How many lines in the material contain the string "JSON"? Only the number is wanted.

Supplied records –
::::::::

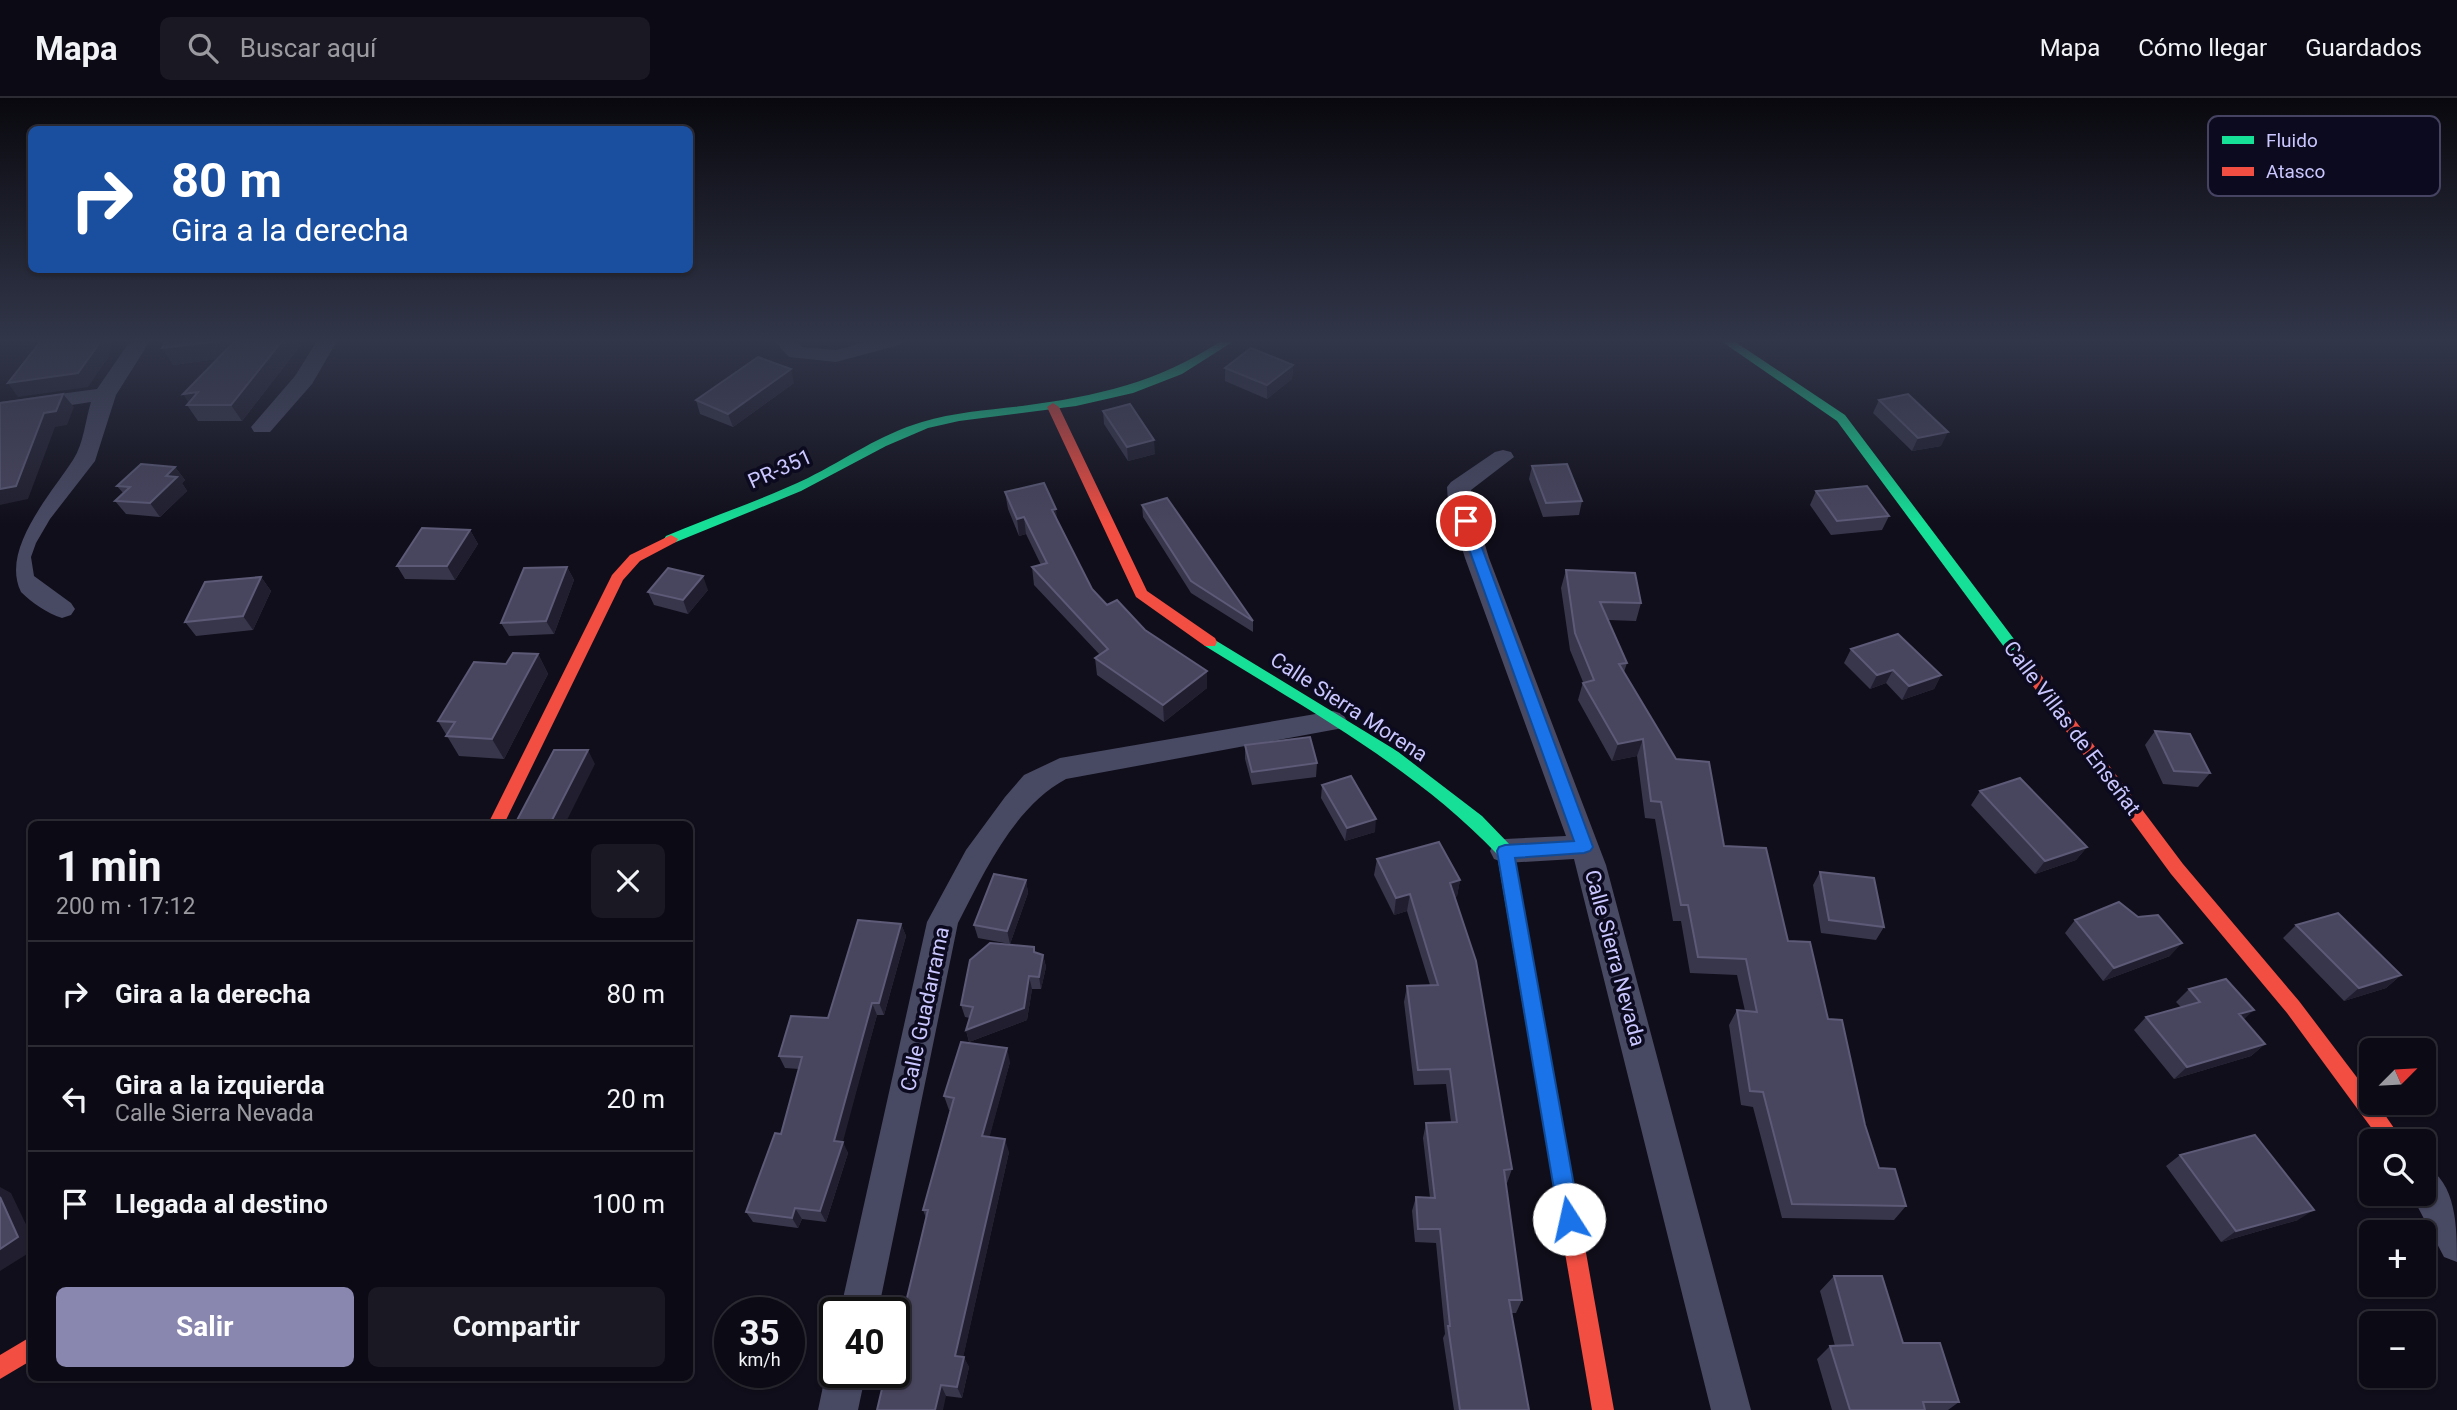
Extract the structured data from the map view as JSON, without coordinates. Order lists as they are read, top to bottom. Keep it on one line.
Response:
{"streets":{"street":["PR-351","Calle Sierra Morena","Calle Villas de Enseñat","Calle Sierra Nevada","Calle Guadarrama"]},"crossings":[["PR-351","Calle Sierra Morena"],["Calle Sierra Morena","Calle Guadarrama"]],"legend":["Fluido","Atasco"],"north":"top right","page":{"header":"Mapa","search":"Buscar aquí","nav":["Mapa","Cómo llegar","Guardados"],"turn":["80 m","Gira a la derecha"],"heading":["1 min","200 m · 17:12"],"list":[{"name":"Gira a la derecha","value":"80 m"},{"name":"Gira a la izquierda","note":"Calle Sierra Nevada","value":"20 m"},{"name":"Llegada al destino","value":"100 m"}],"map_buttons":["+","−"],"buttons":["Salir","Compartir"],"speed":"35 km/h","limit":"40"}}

::::::::

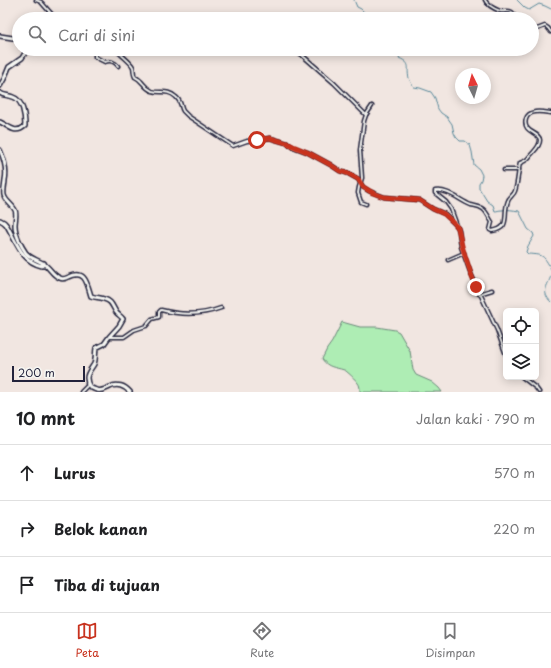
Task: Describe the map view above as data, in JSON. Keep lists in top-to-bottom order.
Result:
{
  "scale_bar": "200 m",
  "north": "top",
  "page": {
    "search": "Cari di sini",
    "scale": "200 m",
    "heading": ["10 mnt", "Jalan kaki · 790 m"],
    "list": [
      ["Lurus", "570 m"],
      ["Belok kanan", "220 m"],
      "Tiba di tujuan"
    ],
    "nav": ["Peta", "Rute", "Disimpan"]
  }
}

::::::::

Result – 2